» Task to carry out:
Would you give the entries again word for word, with no pictures in the copy?

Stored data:

────────────────────────────────────────

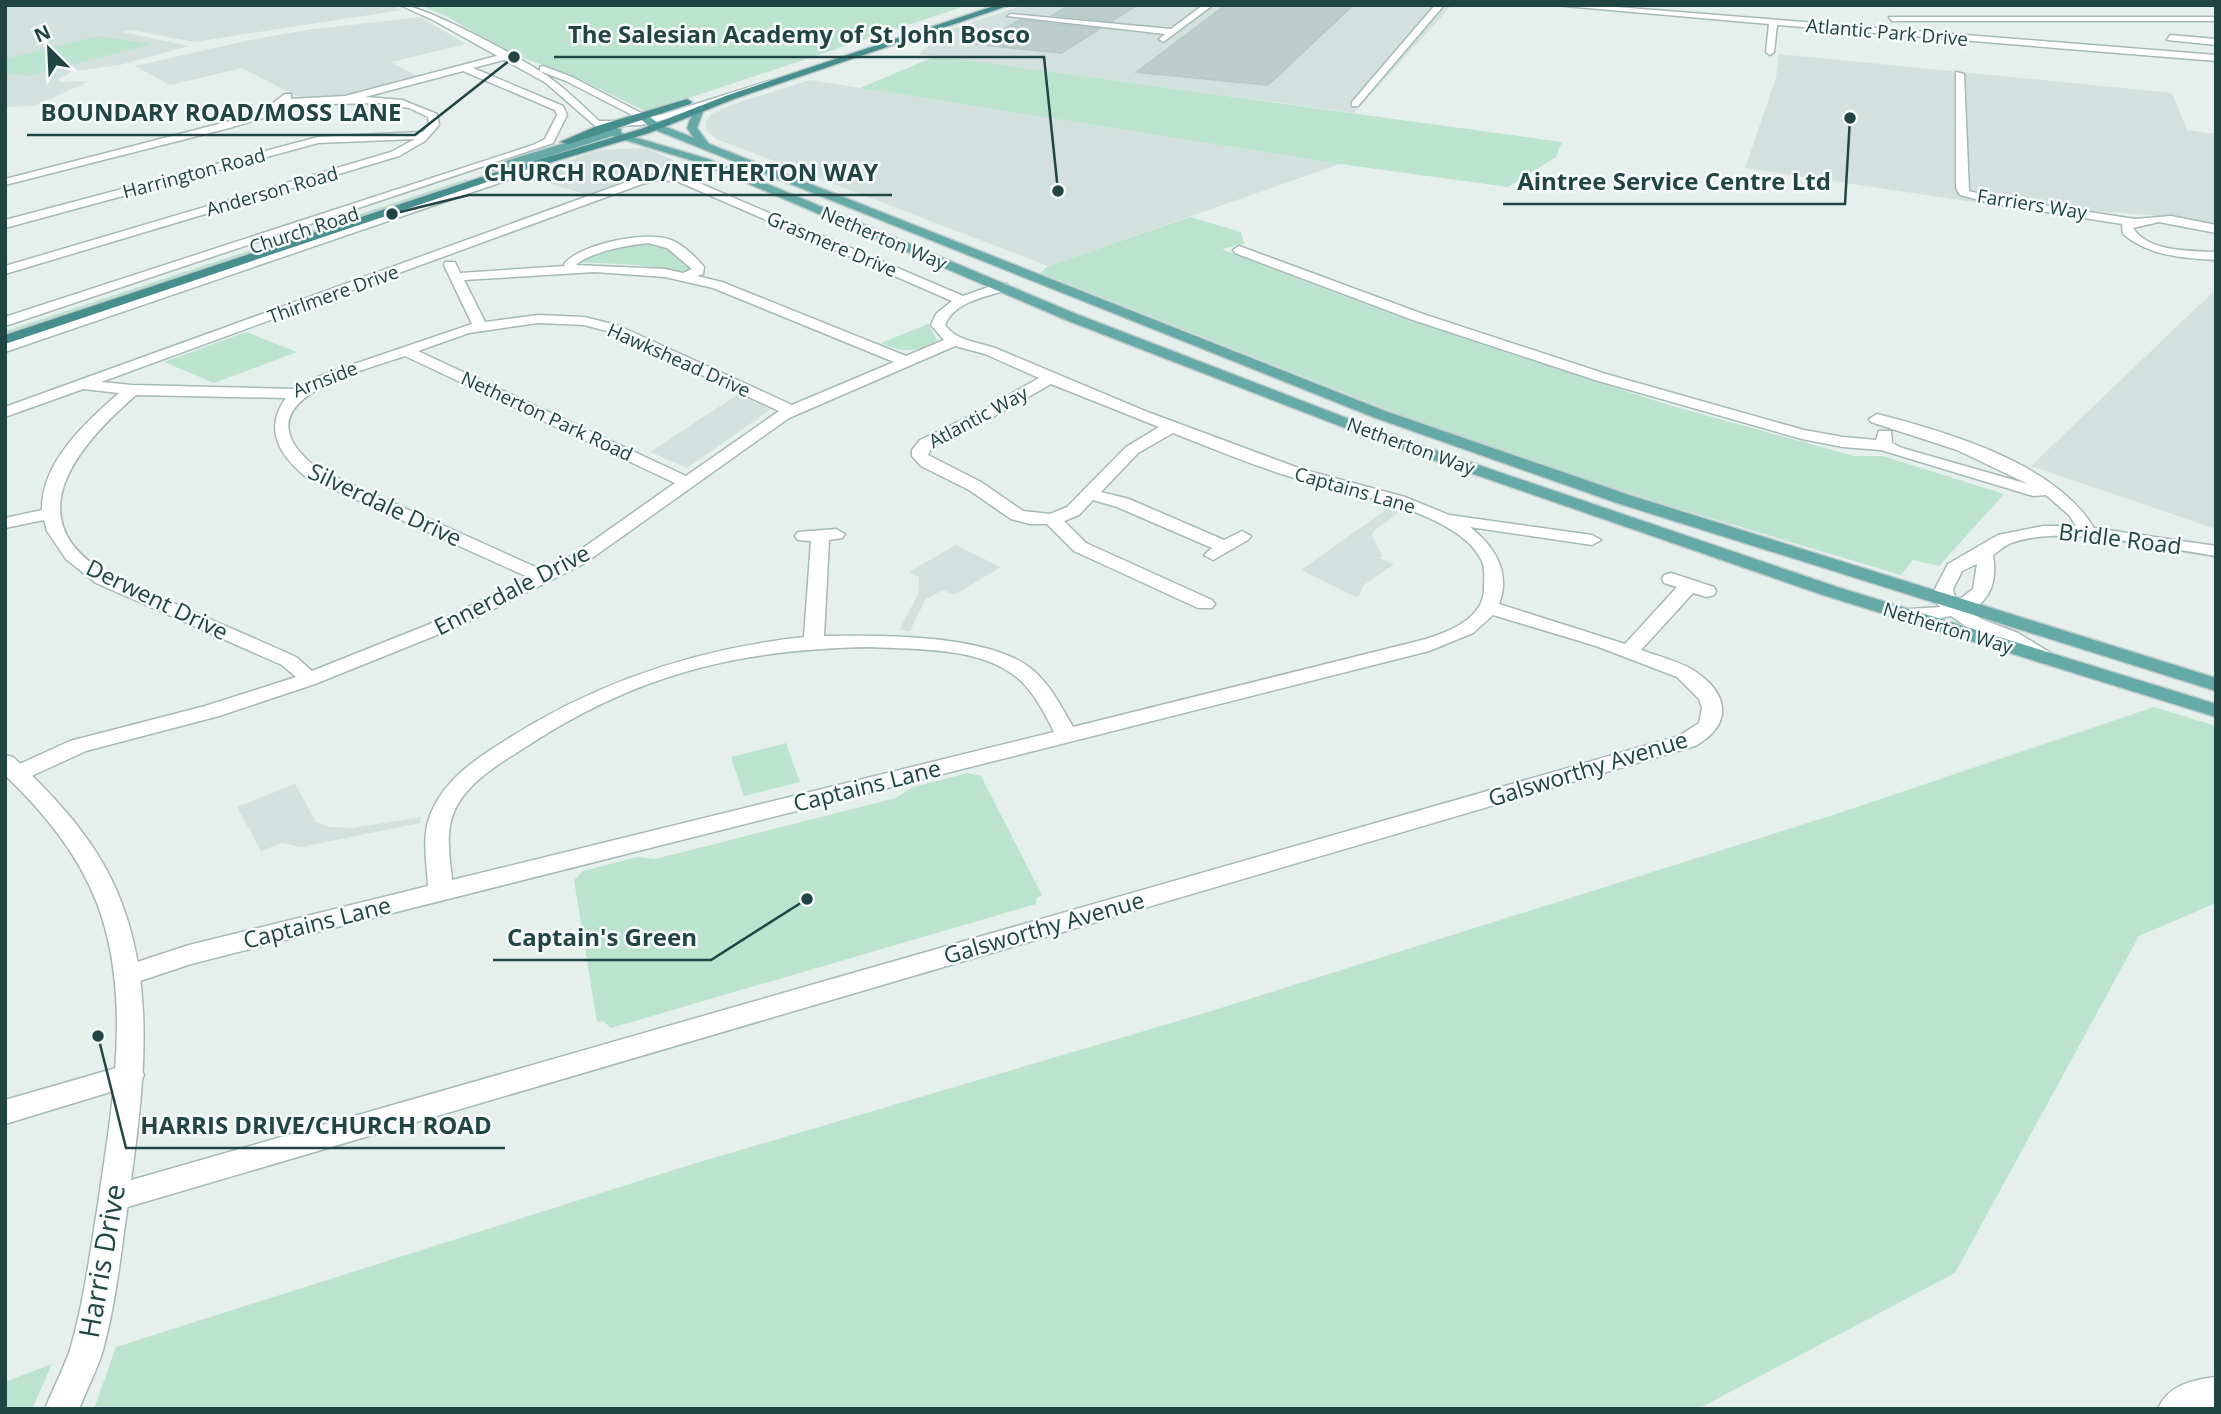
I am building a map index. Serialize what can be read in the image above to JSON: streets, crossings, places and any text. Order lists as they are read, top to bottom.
{
  "streets": {
    "highway": ["Church Road"],
    "main road": ["Netherton Way"],
    "street": [
      "Atlantic Park Drive",
      "Harrington Road",
      "Anderson Road",
      "Farriers Way",
      "Grasmere Drive",
      "Thirlmere Drive",
      "Hawkshead Drive",
      "Arnside",
      "Netherton Park Road",
      "Atlantic Way",
      "Captains Lane",
      "Silverdale Drive",
      "Bridle Road",
      "Ennerdale Drive",
      "Derwent Drive",
      "Galsworthy Avenue",
      "Harris Drive"
    ]
  },
  "crossings": [
    ["Harrington Road", "Anderson Road"],
    ["Church Road", "Netherton Way"],
    ["Netherton Way", "Bridle Road"],
    ["Grasmere Drive", "Thirlmere Drive"],
    ["Thirlmere Drive", "Arnside"],
    ["Hawkshead Drive", "Arnside"],
    ["Hawkshead Drive", "Ennerdale Drive"],
    ["Arnside", "Netherton Park Road"],
    ["Arnside", "Silverdale Drive"],
    ["Netherton Park Road", "Ennerdale Drive"],
    ["Atlantic Way", "Captains Lane"],
    ["Captains Lane", "Ennerdale Drive"],
    ["Captains Lane", "Galsworthy Avenue"],
    ["Captains Lane", "Harris Drive"],
    ["Silverdale Drive", "Ennerdale Drive"],
    ["Ennerdale Drive", "Derwent Drive"],
    ["Ennerdale Drive", "Harris Drive"],
    ["Galsworthy Avenue", "Harris Drive"]
  ],
  "places": [
    "BOUNDARY ROAD/MOSS LANE",
    "Aintree Service Centre Ltd",
    "The Salesian Academy of St John Bosco",
    "CHURCH ROAD/NETHERTON WAY",
    "Captain's Green",
    "HARRIS DRIVE/CHURCH ROAD"
  ],
  "north": "top left"
}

────────────────────────────────────────

» Finished task:
I am building a map index. Serialize what can be read in the image above to JSON: streets, crossings, places and any text. Order lists as they are read, top to bottom.
{
  "streets": {
    "highway": ["Church Road"],
    "main road": ["Netherton Way"],
    "street": [
      "Atlantic Park Drive",
      "Harrington Road",
      "Anderson Road",
      "Farriers Way",
      "Grasmere Drive",
      "Thirlmere Drive",
      "Hawkshead Drive",
      "Arnside",
      "Netherton Park Road",
      "Atlantic Way",
      "Captains Lane",
      "Silverdale Drive",
      "Bridle Road",
      "Ennerdale Drive",
      "Derwent Drive",
      "Galsworthy Avenue",
      "Harris Drive"
    ]
  },
  "crossings": [
    ["Harrington Road", "Anderson Road"],
    ["Church Road", "Netherton Way"],
    ["Netherton Way", "Bridle Road"],
    ["Grasmere Drive", "Thirlmere Drive"],
    ["Thirlmere Drive", "Arnside"],
    ["Hawkshead Drive", "Arnside"],
    ["Hawkshead Drive", "Ennerdale Drive"],
    ["Arnside", "Netherton Park Road"],
    ["Arnside", "Silverdale Drive"],
    ["Netherton Park Road", "Ennerdale Drive"],
    ["Atlantic Way", "Captains Lane"],
    ["Captains Lane", "Ennerdale Drive"],
    ["Captains Lane", "Galsworthy Avenue"],
    ["Captains Lane", "Harris Drive"],
    ["Silverdale Drive", "Ennerdale Drive"],
    ["Ennerdale Drive", "Derwent Drive"],
    ["Ennerdale Drive", "Harris Drive"],
    ["Galsworthy Avenue", "Harris Drive"]
  ],
  "places": [
    "BOUNDARY ROAD/MOSS LANE",
    "Aintree Service Centre Ltd",
    "The Salesian Academy of St John Bosco",
    "CHURCH ROAD/NETHERTON WAY",
    "Captain's Green",
    "HARRIS DRIVE/CHURCH ROAD"
  ],
  "north": "top left"
}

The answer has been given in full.